**What you need to do**. The required answer is the count of lines in the records that contain "they", with no other text.

**Dataset records**.
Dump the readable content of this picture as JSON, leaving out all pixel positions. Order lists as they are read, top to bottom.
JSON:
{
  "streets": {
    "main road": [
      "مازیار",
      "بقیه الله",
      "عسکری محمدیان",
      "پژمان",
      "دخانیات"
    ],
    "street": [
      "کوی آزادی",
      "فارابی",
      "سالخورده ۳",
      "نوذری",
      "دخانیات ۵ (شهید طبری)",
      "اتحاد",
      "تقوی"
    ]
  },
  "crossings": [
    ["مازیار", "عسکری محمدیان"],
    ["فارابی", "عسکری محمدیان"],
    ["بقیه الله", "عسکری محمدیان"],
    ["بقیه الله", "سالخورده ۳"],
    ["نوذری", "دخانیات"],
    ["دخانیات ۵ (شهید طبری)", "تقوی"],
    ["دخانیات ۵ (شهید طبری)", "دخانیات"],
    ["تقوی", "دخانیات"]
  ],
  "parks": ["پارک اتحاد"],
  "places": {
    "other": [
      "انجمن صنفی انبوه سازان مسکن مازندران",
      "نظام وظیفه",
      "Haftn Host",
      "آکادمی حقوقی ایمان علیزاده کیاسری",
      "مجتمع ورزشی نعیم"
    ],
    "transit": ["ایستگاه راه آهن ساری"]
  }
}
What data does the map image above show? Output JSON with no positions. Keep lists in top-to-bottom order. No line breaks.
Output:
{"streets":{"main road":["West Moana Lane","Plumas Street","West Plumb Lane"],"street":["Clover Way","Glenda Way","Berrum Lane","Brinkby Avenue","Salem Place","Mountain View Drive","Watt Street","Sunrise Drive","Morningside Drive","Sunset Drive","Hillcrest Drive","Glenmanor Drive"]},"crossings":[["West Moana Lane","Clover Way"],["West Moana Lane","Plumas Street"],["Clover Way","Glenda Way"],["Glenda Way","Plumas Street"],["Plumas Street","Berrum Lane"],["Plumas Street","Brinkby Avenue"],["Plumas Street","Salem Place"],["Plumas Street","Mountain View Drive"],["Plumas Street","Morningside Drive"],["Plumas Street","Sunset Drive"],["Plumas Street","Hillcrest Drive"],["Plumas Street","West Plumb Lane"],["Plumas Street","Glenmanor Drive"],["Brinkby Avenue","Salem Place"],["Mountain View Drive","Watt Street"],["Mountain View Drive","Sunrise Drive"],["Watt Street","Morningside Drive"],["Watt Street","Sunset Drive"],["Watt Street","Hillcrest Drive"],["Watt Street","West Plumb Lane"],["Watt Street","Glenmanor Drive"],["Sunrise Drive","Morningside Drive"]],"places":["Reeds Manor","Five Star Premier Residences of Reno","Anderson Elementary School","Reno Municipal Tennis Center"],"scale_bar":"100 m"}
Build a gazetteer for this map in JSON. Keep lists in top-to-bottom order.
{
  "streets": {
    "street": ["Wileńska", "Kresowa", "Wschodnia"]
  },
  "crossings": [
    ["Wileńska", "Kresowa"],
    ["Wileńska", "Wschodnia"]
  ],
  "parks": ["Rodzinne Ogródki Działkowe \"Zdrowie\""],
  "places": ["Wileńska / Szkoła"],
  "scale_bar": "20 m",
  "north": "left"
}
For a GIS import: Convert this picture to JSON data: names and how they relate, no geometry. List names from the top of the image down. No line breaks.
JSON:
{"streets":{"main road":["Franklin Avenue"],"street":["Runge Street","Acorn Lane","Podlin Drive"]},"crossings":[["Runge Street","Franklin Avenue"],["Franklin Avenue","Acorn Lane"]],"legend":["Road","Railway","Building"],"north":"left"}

**Answer to the exercise**. 2